JAPAN IN SPACE, Past Present and Future, by Brian Harvey, Published by Springer/Praxis
This latest book by well-known Irish Space Expert Brian Harvey, is an amazingly detailed, comprehensive and authoritative work. I was amazed by how much I learned even in the first Chapter!
With 448 pages, many illustrations and tables and a comprehensive index, it provides all the information you could possibly want on the subject.
Starting from the development of serious rockets during the end of WW2, through the visionary early development work of Hideo Itokawa, the father of the Japanese rocket program, up to its well-known recent successes in space missions, there is so much fascinating information here that I wanted to re-read quite a few sections even after having read it for this review.
There is far too much to list here, but the book covers everything from the history, the people, the politics, the funding, the organisations, the development of various launch sites, the successes, the failures, the international aspects of the program, to an informed look at the future.

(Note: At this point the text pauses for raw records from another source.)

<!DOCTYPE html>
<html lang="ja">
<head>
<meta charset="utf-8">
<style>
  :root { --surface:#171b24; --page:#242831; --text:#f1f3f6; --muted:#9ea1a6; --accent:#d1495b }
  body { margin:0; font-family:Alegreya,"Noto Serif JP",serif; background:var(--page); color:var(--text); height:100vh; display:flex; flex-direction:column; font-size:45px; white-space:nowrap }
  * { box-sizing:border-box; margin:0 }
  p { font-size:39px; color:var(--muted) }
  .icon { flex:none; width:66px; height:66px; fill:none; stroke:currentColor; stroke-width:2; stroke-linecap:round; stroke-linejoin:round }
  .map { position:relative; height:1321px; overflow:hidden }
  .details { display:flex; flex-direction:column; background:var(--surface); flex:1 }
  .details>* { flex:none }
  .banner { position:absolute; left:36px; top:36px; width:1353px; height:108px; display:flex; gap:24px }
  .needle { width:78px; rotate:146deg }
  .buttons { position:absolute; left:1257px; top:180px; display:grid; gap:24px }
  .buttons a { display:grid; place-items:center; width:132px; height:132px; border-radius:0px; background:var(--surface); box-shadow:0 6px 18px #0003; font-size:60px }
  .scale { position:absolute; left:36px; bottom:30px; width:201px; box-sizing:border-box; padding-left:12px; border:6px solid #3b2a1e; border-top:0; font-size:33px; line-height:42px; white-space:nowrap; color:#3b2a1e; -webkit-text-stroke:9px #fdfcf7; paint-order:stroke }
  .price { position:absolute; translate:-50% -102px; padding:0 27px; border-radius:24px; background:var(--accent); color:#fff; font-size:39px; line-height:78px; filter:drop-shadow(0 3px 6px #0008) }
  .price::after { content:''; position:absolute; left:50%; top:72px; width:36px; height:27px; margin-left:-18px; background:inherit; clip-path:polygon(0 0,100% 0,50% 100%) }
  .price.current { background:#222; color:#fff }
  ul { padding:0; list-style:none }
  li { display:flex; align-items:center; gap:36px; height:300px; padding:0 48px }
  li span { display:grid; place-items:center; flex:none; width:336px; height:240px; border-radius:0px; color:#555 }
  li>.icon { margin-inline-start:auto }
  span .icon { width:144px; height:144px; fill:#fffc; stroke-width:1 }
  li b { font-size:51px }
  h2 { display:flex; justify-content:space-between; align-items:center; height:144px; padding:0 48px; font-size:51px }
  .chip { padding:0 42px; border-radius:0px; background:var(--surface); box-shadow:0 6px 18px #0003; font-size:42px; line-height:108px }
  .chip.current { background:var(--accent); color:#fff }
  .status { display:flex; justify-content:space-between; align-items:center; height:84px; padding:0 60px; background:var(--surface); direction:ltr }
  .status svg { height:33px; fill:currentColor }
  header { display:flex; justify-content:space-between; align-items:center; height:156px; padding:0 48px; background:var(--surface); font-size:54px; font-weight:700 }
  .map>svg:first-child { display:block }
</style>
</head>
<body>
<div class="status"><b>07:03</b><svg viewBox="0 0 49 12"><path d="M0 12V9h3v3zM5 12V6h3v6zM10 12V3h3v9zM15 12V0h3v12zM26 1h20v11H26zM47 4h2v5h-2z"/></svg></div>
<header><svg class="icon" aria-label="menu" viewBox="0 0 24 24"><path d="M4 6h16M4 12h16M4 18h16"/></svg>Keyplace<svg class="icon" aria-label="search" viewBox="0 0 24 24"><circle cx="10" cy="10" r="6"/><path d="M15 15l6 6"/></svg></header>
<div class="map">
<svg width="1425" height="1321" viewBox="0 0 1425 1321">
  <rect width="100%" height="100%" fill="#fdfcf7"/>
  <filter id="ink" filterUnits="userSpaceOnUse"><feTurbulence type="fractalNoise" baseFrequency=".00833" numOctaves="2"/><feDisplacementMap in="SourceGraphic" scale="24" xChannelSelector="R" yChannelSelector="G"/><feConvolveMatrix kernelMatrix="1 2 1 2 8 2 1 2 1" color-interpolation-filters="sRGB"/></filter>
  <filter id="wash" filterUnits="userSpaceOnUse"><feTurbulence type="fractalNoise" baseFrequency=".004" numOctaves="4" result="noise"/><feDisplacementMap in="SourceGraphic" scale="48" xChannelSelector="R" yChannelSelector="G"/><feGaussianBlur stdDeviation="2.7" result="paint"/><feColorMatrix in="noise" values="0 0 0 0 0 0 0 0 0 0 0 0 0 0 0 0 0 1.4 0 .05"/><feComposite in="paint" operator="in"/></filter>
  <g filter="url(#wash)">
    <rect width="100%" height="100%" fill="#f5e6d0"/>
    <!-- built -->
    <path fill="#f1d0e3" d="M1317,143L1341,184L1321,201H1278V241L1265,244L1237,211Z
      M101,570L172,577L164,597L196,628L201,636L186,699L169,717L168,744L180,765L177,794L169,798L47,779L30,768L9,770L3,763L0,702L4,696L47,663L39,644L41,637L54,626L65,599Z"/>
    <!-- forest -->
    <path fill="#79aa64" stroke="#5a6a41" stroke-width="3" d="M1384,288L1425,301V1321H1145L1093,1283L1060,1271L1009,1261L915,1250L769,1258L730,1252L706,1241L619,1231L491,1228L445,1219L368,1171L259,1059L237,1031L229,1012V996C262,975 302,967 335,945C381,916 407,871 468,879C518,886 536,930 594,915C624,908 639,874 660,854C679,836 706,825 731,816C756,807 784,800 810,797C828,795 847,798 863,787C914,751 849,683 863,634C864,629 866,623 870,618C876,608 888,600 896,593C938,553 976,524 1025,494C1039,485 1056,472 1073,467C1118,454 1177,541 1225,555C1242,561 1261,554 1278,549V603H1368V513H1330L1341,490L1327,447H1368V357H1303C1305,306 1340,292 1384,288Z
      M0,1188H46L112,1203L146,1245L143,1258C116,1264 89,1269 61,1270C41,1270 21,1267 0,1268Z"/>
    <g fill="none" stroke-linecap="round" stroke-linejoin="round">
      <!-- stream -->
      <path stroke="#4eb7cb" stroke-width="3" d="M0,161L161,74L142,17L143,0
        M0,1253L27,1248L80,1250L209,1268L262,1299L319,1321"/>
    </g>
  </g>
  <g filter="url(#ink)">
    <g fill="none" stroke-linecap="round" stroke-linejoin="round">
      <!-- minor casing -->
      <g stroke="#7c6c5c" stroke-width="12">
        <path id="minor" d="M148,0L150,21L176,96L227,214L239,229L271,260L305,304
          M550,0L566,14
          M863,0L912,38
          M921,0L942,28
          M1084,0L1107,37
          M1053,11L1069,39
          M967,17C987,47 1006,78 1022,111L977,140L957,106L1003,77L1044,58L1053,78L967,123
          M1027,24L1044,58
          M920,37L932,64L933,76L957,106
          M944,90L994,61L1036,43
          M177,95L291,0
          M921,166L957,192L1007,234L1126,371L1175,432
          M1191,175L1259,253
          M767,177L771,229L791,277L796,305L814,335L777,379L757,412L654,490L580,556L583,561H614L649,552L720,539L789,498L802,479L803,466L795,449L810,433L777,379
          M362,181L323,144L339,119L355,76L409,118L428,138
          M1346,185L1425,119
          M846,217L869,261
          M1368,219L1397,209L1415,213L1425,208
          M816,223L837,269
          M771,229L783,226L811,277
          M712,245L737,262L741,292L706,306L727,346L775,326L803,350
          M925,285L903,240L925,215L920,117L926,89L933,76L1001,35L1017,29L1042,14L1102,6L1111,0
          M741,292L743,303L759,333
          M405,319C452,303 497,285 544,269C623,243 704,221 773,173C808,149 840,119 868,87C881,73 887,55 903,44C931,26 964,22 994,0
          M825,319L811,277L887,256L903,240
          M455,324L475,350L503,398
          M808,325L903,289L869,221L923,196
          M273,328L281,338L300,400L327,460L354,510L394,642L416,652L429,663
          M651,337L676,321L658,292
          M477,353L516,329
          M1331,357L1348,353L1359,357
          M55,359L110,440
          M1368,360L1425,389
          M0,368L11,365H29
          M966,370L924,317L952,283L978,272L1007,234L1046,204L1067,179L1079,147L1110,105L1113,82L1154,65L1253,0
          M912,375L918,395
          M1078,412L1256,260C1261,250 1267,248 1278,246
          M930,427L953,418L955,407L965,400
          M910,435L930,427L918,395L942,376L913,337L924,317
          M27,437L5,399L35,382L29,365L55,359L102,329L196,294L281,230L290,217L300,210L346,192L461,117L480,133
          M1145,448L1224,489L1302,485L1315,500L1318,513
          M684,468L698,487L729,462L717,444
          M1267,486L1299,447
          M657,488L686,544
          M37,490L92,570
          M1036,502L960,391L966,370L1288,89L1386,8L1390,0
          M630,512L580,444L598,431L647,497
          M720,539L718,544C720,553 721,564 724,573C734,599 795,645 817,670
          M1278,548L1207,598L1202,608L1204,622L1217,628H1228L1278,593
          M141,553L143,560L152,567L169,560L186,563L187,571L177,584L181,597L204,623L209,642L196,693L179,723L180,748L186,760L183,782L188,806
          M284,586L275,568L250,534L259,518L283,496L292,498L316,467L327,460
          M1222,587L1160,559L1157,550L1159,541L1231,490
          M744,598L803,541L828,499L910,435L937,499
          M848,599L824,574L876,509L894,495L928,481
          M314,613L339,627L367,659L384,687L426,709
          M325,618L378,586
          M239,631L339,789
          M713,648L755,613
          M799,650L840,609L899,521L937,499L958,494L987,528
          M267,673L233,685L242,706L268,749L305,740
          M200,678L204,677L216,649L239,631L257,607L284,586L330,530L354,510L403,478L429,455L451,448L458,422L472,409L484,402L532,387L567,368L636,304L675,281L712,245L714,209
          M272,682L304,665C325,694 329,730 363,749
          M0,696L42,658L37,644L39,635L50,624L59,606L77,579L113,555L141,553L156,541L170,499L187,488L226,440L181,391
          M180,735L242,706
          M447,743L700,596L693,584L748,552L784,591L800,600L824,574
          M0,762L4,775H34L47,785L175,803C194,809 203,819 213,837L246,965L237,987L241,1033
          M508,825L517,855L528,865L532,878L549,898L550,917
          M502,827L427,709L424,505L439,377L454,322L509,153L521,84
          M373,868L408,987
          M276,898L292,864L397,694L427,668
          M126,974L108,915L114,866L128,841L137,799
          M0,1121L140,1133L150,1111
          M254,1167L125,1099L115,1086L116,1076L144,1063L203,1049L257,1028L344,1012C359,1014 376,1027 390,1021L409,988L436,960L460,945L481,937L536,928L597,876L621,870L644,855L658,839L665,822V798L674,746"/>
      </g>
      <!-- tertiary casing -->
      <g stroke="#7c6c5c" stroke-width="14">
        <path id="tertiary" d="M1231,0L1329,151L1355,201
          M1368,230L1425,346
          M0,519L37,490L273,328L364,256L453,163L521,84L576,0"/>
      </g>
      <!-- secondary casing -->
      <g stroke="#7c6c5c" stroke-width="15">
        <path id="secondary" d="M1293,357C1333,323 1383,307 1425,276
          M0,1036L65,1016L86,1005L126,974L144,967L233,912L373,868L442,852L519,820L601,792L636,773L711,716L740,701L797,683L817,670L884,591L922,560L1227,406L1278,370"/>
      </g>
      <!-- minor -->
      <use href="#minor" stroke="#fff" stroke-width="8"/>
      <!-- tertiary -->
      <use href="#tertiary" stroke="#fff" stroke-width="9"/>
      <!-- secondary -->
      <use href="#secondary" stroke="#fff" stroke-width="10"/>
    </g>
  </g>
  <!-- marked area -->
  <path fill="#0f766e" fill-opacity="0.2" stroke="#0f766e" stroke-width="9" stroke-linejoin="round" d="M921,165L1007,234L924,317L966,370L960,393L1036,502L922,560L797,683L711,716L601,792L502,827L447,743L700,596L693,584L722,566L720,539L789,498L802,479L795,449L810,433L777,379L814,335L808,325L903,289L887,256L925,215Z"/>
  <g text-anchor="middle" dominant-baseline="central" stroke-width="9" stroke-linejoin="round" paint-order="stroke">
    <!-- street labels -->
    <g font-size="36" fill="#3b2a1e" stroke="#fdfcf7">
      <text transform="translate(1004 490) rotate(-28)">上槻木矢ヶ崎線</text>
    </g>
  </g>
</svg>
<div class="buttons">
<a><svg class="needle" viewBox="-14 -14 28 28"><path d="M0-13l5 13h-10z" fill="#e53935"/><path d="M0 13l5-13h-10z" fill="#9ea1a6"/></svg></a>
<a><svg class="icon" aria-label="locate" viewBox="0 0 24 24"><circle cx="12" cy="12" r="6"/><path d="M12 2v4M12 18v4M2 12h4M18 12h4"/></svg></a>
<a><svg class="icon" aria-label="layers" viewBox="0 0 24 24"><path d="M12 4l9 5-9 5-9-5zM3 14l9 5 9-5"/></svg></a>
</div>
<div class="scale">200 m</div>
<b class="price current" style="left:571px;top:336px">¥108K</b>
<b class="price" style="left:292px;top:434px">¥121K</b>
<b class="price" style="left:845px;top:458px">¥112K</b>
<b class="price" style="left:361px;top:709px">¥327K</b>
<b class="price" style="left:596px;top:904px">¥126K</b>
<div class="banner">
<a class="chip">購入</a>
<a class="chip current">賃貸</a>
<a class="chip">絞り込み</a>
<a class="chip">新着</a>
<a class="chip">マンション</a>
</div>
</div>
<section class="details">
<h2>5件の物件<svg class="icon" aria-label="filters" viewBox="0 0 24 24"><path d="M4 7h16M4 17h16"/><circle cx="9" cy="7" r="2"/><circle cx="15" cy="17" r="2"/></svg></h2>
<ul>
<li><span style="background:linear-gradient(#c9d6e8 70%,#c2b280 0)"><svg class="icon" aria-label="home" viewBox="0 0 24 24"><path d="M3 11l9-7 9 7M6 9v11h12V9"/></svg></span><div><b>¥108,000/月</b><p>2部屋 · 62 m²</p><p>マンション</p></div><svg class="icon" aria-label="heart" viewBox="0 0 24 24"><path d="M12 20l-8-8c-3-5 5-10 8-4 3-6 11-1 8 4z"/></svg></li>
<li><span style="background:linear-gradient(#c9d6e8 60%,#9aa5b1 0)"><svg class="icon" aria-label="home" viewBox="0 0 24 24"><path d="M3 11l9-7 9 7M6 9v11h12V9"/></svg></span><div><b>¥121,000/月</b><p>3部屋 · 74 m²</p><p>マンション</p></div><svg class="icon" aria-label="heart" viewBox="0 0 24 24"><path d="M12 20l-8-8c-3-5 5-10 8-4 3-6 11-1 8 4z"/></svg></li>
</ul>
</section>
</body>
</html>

Many will be aware of the most notable successes, such as their first successful satellite orbit in 1970 (only the 4th nation to achieve this feat), the construction of the KIBO module on the ISS, the Kaguya lander on the Moon, the Akatsuki Venus Orbiter, and of course the Hayabusa mission to collect a sample from an asteroid and return it to Earth – the first mission to achieve this remarkable feat – but there is so much more.
I admit that I used to be woefully uniformed about the remarkable Japanese space program, largely because it receives relatively little publicity in the West, but anything I want to know about it is certainly available herein. Highly recommended!